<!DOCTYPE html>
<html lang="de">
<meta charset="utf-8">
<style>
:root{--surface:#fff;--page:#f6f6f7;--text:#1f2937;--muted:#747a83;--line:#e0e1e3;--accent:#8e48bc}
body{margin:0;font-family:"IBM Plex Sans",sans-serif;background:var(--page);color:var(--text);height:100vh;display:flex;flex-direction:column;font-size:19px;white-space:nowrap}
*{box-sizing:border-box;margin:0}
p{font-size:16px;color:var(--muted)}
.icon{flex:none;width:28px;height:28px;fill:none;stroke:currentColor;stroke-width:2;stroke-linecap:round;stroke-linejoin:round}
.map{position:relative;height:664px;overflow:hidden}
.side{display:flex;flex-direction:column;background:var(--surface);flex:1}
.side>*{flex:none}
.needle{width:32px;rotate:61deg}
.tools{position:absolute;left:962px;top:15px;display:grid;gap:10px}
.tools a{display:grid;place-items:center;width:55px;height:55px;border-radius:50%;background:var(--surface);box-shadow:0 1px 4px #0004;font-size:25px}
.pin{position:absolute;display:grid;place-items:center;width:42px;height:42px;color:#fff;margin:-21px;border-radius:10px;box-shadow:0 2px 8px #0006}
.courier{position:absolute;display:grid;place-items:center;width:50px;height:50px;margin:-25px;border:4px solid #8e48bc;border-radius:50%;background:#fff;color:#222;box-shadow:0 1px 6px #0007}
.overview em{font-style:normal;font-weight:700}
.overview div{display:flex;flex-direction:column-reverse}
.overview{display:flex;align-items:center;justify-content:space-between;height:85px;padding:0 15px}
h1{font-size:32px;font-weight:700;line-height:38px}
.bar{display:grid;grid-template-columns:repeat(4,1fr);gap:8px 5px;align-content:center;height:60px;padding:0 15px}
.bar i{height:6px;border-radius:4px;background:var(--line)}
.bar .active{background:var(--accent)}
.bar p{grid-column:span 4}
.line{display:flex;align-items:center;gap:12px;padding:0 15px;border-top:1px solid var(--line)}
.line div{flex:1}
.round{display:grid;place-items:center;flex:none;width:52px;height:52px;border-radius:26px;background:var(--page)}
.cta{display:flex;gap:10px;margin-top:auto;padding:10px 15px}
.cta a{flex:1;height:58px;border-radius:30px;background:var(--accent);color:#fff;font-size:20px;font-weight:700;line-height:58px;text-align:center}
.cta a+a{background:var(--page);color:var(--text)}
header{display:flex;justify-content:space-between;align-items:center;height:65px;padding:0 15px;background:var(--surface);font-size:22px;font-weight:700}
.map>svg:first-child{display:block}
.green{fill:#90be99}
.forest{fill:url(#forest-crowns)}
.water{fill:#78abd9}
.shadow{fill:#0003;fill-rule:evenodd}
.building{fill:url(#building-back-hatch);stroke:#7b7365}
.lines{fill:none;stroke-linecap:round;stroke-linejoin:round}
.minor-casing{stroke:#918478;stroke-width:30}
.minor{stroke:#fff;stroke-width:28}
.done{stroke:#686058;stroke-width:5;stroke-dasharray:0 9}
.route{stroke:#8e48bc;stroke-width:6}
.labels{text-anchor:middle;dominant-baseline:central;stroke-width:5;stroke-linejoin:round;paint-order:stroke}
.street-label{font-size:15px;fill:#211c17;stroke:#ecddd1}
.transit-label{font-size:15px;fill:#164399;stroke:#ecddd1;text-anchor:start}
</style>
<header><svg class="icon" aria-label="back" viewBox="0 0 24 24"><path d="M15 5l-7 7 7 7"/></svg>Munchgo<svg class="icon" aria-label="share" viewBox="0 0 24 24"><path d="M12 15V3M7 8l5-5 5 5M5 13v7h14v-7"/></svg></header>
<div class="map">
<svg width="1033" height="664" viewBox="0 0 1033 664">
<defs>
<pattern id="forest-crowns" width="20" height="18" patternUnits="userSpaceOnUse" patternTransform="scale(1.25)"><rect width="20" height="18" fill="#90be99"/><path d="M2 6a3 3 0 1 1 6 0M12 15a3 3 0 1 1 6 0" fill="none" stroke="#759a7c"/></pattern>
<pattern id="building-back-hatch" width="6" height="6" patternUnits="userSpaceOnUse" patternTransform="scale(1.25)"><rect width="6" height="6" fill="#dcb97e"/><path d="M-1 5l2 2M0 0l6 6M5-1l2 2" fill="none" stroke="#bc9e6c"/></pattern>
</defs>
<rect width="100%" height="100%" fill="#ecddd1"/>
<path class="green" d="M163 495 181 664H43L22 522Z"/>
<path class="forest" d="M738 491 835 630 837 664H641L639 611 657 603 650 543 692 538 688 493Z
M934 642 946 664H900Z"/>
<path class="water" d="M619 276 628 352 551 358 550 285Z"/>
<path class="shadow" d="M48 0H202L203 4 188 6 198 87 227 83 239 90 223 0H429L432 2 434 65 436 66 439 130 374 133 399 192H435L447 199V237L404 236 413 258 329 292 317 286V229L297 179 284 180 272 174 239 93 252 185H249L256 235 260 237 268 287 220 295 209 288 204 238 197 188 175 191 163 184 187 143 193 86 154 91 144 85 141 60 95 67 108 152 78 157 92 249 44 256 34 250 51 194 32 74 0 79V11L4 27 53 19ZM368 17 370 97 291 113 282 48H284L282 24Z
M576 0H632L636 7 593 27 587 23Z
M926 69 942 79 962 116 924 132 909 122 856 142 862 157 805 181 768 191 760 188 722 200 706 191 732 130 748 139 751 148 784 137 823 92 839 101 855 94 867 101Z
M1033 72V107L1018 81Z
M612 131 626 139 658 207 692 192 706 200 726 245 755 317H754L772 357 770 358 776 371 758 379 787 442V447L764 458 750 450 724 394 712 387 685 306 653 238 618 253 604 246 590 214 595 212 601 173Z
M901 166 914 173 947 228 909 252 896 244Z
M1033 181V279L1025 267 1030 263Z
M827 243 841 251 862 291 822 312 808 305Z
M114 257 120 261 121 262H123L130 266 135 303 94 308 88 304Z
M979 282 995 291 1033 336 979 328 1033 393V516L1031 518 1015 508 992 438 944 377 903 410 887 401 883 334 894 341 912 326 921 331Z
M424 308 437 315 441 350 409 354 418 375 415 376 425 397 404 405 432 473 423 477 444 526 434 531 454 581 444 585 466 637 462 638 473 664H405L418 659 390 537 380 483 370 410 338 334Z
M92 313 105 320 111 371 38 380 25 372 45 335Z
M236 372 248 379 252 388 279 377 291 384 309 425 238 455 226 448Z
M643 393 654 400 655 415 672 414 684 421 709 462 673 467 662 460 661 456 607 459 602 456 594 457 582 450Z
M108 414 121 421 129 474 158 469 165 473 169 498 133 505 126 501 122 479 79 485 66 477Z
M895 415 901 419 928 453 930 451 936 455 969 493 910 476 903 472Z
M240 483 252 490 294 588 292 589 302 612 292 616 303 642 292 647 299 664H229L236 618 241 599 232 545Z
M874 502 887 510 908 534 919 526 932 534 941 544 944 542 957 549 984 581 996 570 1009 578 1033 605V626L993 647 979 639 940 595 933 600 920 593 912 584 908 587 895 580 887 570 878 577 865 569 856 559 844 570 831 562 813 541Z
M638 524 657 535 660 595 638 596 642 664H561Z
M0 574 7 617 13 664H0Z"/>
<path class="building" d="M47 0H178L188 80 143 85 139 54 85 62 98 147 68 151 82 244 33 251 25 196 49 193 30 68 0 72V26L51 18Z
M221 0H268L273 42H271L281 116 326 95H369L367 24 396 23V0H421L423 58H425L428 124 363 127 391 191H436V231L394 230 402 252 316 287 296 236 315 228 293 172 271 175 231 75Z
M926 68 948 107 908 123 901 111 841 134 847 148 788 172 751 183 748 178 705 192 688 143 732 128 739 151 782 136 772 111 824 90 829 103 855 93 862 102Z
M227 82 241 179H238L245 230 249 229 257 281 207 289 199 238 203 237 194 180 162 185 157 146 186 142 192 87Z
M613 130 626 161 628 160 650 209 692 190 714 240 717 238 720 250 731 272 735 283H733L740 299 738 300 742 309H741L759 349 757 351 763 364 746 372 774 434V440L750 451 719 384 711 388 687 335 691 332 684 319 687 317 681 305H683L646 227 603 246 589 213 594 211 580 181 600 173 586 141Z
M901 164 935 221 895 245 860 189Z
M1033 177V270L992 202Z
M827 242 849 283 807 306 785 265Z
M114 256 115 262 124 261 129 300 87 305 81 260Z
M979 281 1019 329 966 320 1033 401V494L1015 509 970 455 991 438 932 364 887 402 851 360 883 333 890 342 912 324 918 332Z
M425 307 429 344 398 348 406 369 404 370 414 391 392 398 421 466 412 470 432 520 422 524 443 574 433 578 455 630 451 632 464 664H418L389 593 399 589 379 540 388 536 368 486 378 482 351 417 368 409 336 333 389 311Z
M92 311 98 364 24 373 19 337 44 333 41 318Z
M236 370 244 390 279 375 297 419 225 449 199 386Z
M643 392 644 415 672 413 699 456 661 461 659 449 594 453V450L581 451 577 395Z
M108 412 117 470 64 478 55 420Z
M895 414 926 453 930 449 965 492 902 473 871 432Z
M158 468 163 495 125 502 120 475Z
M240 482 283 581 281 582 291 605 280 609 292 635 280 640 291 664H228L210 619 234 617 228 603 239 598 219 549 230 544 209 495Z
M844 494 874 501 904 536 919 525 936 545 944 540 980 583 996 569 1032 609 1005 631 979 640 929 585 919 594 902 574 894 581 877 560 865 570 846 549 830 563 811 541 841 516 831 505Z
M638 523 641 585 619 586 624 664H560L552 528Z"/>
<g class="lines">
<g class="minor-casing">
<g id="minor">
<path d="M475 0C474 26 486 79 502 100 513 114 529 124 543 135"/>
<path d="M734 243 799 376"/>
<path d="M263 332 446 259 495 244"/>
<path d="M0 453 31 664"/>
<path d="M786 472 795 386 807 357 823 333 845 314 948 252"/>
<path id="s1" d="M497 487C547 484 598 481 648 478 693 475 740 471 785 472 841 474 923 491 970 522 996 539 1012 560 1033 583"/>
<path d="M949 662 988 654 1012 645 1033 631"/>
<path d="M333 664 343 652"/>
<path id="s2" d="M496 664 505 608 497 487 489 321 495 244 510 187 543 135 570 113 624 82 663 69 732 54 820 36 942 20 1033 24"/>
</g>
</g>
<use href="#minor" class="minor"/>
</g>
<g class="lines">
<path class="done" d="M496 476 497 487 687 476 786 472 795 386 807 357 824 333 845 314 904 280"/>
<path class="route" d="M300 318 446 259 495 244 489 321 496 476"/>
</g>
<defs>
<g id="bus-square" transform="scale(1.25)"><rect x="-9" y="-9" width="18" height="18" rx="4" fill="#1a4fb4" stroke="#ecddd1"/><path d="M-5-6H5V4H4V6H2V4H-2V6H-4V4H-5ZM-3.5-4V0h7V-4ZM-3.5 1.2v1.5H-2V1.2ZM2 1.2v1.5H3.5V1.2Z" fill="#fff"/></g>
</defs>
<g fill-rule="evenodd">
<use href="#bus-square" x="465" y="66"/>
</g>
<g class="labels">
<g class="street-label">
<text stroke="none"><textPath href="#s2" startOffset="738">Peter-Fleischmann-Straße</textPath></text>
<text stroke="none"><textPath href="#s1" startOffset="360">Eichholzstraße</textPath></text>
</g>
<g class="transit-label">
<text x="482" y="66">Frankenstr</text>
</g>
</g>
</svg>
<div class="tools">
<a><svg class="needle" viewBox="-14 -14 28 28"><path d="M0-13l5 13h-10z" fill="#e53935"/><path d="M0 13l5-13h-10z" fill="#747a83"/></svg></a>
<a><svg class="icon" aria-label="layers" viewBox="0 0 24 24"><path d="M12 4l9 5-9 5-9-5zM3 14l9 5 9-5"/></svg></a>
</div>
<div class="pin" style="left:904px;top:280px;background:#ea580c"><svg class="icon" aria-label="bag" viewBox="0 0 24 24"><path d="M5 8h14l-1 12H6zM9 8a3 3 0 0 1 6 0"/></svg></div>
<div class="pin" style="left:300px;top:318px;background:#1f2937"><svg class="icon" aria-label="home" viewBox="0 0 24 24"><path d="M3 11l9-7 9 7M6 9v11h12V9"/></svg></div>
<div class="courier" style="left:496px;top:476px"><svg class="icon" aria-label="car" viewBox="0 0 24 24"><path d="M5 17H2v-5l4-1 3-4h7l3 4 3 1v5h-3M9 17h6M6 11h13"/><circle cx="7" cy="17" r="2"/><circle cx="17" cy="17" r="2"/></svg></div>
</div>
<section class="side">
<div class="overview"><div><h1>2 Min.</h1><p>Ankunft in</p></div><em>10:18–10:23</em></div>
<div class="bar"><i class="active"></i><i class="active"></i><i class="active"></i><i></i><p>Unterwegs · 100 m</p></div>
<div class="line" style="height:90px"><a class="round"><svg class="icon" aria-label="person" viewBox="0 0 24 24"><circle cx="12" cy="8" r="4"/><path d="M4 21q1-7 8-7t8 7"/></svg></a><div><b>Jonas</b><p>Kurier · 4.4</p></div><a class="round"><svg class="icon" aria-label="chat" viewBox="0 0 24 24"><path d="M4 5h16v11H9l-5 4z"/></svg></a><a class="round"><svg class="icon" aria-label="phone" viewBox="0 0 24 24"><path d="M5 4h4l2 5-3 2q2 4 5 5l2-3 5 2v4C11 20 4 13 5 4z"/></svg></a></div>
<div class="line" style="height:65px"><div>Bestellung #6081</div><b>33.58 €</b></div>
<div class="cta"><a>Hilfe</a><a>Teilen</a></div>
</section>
════════════════
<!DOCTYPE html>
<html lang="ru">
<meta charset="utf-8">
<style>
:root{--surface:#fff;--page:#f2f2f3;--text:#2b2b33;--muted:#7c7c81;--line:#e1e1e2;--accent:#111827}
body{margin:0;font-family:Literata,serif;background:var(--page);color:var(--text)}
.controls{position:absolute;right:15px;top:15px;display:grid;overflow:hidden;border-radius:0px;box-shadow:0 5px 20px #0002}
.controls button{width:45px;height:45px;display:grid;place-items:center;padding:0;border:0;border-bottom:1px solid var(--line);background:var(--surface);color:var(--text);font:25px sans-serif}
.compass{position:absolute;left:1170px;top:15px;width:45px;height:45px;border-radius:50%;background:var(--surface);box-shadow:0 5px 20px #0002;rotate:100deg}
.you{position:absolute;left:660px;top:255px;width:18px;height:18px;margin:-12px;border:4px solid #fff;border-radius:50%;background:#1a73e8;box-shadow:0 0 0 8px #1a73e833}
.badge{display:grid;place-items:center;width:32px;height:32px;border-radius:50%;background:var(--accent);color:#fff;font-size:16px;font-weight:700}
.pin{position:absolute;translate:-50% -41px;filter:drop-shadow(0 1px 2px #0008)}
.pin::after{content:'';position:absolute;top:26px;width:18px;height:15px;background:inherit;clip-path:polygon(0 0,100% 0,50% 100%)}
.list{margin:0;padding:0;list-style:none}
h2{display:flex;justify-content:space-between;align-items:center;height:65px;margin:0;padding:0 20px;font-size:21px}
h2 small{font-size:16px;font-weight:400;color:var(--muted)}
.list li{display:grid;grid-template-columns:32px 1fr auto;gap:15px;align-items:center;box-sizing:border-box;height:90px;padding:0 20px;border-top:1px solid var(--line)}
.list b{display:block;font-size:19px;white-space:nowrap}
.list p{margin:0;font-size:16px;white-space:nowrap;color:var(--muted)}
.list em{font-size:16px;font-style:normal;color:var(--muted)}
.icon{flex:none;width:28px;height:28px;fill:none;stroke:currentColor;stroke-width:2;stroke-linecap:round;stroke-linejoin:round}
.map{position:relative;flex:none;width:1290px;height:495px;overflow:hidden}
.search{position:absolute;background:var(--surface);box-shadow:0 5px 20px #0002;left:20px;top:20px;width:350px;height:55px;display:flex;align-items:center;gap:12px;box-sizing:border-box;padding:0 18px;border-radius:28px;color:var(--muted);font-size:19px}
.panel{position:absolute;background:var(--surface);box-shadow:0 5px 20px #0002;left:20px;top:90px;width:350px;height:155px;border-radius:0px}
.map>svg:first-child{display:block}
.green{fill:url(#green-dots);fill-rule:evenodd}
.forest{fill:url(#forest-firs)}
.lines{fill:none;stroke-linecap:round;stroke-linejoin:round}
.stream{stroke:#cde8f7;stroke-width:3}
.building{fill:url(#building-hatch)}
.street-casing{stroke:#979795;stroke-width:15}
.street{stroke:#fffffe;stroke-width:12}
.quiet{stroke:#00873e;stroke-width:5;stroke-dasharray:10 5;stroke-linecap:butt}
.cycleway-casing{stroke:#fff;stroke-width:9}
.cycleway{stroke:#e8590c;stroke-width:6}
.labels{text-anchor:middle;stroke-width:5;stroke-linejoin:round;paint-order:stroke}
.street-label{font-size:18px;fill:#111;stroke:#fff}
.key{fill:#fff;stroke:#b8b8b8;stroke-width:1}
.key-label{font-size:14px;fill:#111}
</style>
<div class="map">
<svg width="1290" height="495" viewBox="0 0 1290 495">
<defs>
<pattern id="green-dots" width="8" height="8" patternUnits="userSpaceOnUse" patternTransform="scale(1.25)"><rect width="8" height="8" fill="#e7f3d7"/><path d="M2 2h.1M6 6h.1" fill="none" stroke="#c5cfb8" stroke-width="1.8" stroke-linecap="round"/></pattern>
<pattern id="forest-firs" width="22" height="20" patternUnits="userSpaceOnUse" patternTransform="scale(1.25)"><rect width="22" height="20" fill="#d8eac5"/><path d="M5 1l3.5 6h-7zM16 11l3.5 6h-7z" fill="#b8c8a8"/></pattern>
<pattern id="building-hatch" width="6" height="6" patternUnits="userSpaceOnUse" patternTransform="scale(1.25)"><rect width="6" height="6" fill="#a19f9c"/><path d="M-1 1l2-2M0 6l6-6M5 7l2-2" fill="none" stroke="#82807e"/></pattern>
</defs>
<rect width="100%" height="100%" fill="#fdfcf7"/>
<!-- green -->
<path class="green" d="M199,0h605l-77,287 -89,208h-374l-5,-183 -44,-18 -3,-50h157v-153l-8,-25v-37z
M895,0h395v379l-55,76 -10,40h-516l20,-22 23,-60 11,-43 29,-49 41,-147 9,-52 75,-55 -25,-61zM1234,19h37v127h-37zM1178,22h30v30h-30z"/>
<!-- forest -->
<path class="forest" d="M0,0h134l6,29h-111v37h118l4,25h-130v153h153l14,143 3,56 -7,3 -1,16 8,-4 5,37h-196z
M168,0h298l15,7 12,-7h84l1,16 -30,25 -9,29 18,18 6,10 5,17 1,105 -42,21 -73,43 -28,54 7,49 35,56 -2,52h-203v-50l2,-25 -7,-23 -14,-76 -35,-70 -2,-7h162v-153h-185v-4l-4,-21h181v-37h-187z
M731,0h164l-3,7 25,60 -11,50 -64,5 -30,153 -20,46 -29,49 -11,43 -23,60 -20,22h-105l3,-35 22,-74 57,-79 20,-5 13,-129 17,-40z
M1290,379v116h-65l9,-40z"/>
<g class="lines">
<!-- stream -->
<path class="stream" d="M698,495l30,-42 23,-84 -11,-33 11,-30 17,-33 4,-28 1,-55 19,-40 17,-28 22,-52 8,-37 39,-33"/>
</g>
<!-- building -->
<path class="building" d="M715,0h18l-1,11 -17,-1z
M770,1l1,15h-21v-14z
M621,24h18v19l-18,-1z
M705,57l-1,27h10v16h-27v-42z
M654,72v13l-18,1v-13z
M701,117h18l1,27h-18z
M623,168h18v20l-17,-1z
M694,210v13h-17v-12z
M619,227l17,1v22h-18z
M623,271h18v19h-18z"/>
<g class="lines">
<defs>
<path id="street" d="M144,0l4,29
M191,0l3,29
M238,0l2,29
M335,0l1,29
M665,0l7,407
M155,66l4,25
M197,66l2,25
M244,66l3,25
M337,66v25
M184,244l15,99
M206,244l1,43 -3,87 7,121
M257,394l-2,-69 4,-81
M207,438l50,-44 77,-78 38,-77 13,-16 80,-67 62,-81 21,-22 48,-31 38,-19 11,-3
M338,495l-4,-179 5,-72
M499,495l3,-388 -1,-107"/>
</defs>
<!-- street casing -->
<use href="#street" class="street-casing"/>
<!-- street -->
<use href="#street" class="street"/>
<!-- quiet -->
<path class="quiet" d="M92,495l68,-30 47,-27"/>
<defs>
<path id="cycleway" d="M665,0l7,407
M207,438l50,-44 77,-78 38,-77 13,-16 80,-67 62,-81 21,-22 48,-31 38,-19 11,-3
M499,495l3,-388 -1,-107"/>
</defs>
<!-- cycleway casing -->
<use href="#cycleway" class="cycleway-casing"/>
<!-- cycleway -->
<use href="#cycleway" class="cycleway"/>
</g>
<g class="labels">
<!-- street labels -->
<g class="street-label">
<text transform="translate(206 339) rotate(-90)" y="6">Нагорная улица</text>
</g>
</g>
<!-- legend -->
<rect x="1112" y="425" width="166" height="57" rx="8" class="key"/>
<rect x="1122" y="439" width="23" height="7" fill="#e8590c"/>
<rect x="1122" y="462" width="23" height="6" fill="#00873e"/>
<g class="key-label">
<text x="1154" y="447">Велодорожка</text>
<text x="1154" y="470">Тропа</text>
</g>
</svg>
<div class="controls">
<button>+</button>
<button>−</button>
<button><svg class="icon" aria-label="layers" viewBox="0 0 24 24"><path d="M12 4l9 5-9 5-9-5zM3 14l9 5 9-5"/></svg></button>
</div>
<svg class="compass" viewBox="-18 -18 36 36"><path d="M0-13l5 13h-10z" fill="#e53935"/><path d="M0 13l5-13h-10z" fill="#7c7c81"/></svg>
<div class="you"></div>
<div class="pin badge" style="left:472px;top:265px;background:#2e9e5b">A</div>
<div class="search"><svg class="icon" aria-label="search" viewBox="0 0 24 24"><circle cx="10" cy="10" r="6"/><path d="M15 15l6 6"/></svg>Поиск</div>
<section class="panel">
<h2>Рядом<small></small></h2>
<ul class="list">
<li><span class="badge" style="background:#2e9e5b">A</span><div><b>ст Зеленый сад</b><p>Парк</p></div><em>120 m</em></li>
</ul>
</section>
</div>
════════════════
THE PROBLEM: Gather each line in the entries above where the string "compass" is found.

EXERCISE RESPONSE:
.compass{position:absolute;left:1170px;top:15px;width:45px;height:45px;border-radius:50%;background:var(--surface);box-shadow:0 5px 20px #0002;rotate:100deg}
<svg class="compass" viewBox="-18 -18 36 36"><path d="M0-13l5 13h-10z" fill="#e53935"/><path d="M0 13l5-13h-10z" fill="#7c7c81"/></svg>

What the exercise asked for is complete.